● **Prompt**
Line tally for the word "image": count the lines below that contain it and reply with the number alone.

● **Data provided**
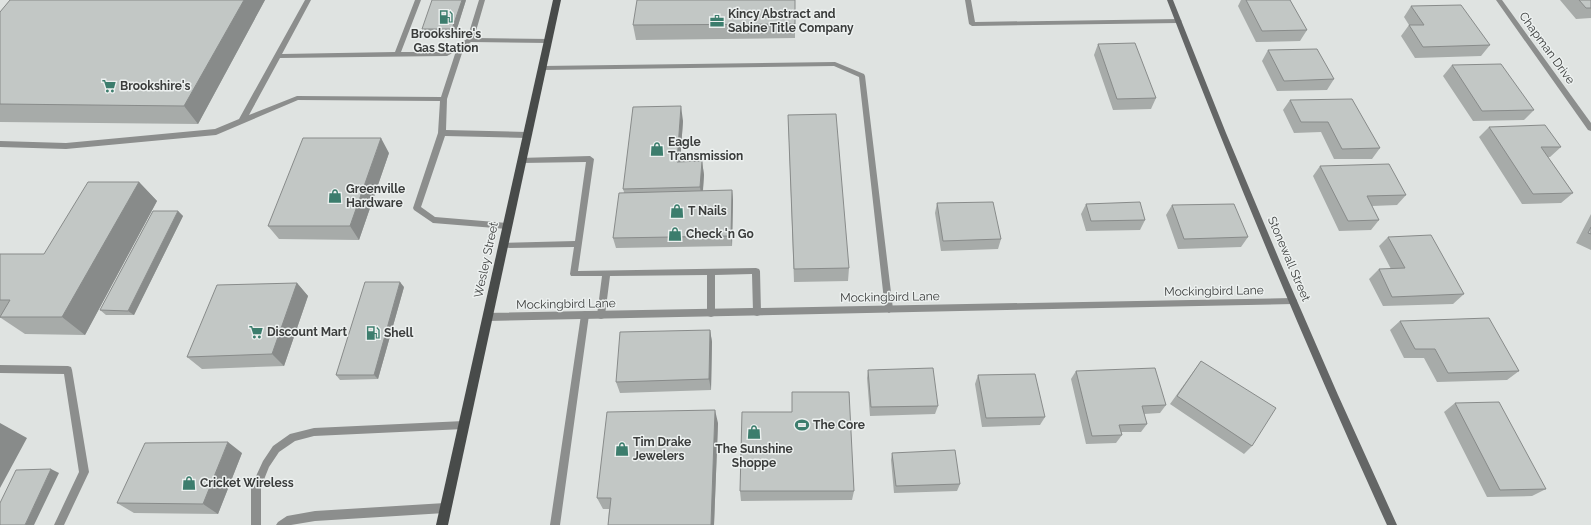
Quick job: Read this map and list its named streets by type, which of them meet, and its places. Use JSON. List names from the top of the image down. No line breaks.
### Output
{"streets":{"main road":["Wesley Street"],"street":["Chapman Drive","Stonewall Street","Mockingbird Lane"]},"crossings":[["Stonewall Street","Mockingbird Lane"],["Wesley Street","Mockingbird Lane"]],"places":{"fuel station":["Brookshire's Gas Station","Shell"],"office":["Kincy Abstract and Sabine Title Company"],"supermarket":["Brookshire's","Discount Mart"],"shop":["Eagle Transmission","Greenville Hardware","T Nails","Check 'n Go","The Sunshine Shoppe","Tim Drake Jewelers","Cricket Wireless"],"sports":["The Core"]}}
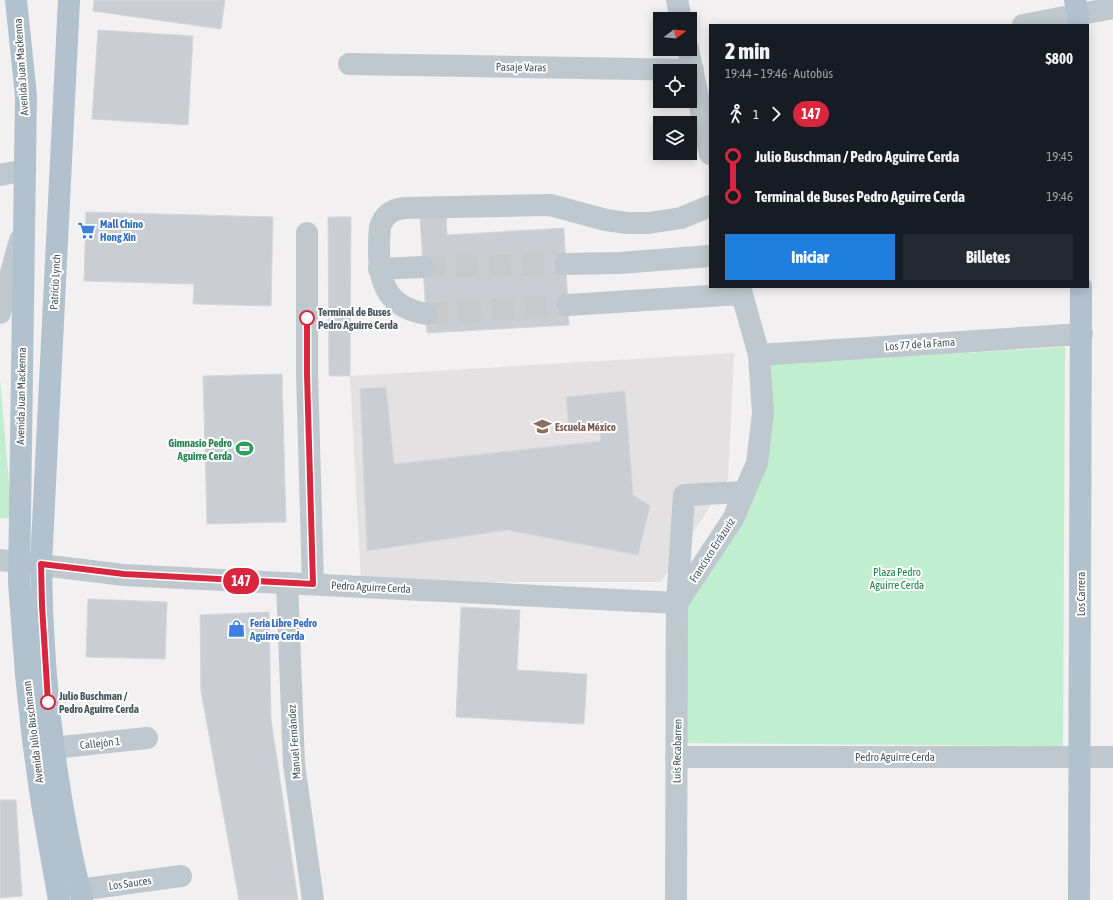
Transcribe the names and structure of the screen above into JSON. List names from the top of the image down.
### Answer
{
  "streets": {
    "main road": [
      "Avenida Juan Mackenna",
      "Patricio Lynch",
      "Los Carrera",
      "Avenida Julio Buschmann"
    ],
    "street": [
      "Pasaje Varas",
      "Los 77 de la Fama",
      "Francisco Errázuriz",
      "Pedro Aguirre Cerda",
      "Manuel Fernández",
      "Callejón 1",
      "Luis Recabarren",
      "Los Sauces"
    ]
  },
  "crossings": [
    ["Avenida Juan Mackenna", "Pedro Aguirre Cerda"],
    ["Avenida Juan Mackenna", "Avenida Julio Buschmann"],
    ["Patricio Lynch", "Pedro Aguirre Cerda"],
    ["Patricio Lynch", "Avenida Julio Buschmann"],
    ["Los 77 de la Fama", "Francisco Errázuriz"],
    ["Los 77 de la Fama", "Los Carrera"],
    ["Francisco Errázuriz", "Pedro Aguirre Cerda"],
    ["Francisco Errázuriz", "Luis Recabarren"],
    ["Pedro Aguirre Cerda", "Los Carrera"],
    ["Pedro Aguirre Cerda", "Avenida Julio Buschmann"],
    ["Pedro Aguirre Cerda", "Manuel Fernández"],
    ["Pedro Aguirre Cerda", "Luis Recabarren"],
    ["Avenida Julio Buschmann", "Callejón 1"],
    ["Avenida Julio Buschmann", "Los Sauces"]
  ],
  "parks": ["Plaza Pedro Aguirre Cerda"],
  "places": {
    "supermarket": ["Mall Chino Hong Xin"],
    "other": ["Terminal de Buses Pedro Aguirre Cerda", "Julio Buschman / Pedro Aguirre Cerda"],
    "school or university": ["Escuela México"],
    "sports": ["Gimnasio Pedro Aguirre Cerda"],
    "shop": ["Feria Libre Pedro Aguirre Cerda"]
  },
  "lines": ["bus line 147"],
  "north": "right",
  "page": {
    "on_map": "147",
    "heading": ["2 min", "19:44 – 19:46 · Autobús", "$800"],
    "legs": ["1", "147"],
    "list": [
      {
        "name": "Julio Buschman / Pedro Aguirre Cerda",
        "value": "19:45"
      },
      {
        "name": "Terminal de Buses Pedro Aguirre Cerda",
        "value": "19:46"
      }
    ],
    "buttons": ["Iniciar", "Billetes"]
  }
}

---

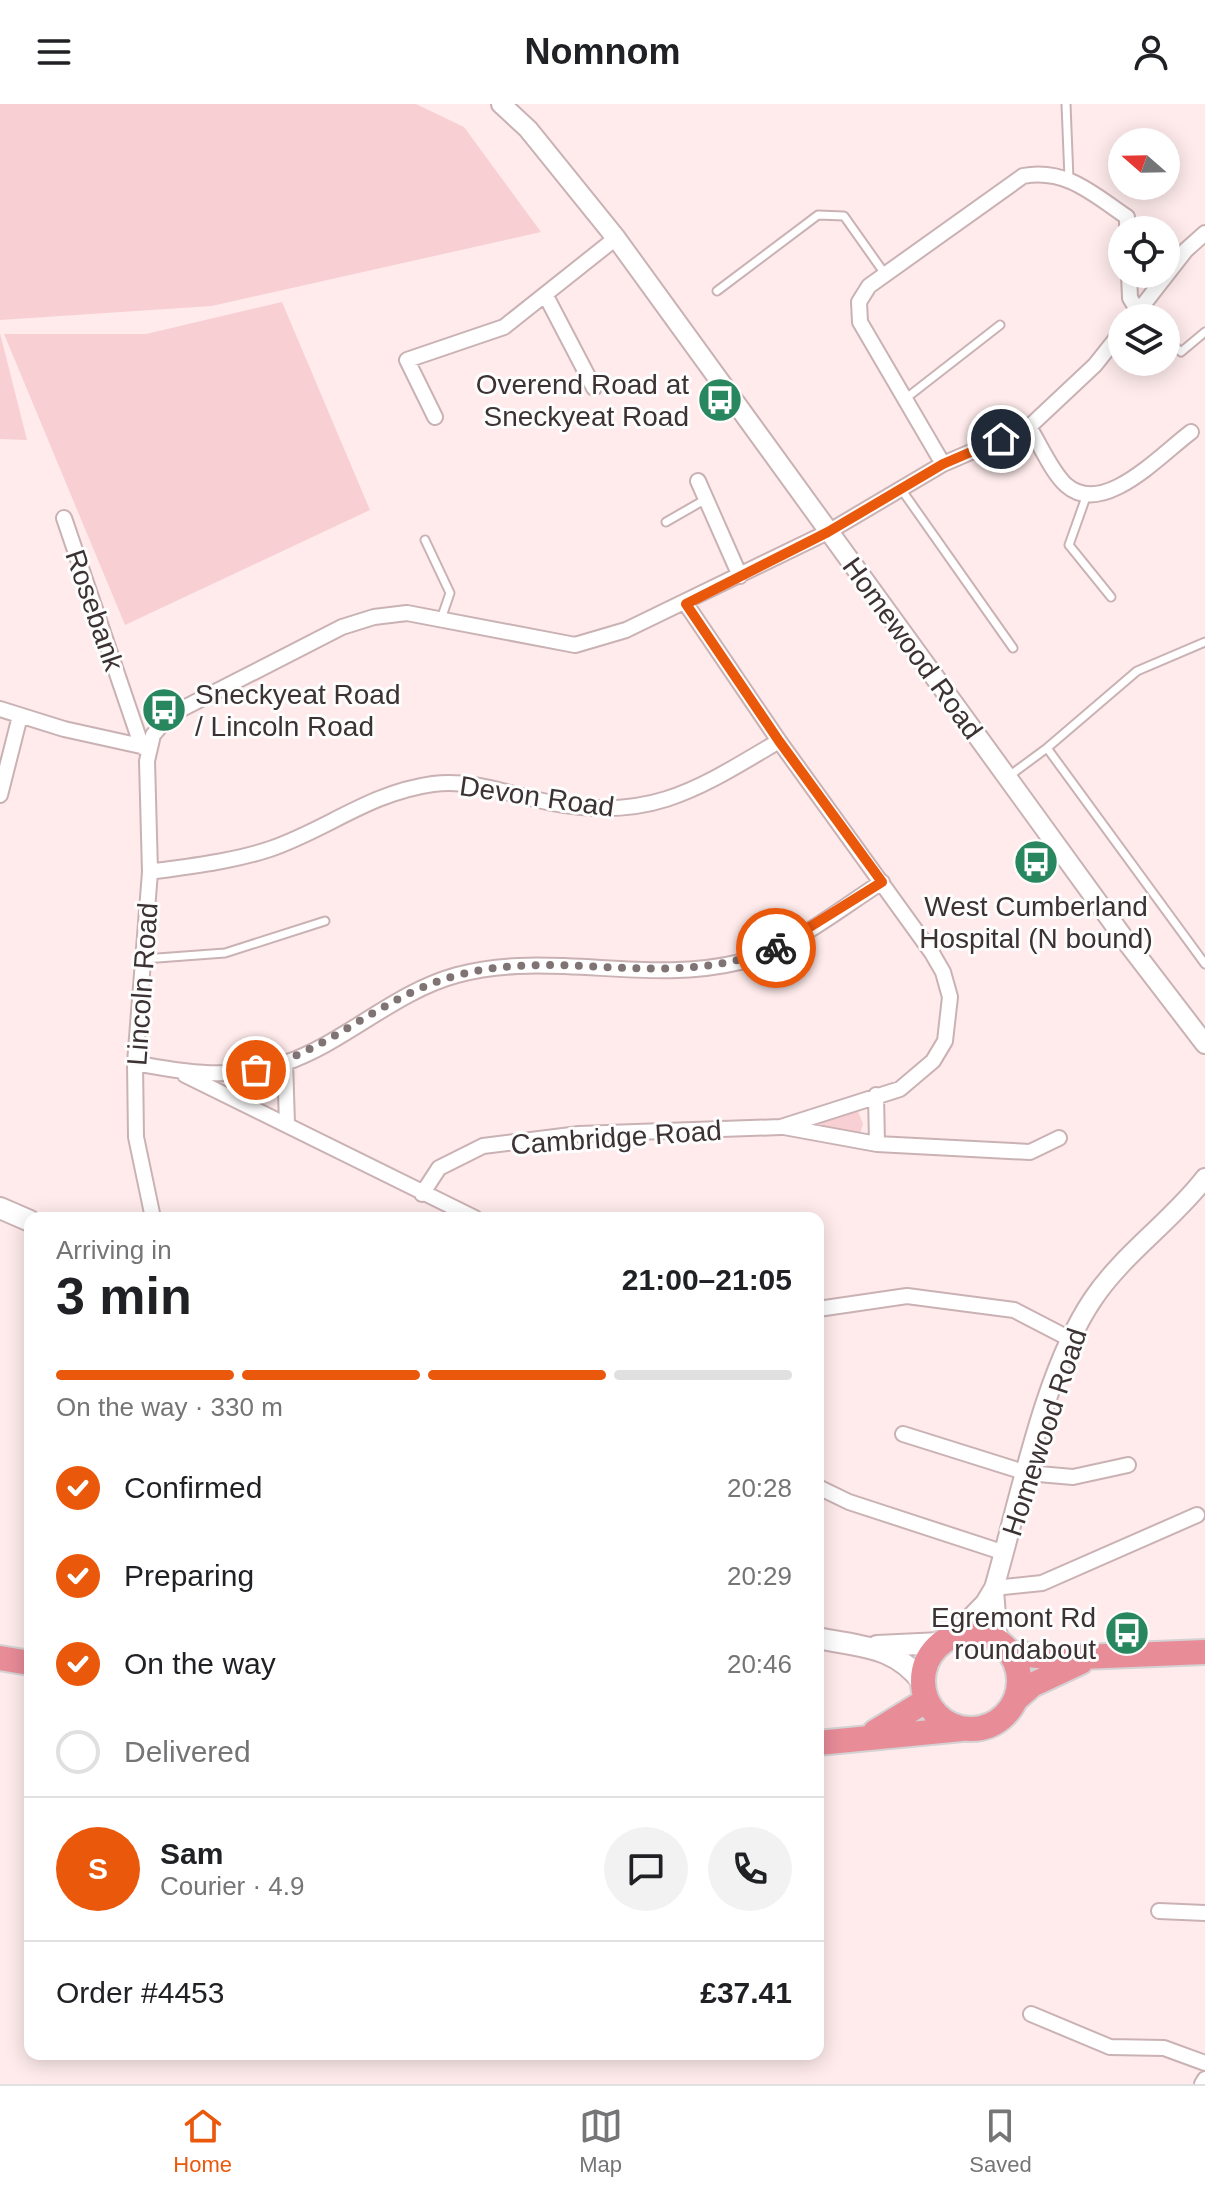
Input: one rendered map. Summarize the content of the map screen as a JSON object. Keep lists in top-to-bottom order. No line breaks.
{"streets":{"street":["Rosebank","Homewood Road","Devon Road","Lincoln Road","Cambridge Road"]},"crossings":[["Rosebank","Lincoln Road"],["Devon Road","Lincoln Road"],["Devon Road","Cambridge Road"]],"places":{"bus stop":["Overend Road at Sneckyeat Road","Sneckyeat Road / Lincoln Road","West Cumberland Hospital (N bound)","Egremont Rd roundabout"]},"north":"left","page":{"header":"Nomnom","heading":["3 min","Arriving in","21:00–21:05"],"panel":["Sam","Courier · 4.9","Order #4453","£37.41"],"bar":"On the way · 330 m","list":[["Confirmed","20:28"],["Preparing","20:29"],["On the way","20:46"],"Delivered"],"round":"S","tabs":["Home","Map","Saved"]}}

● **Exercise response**
2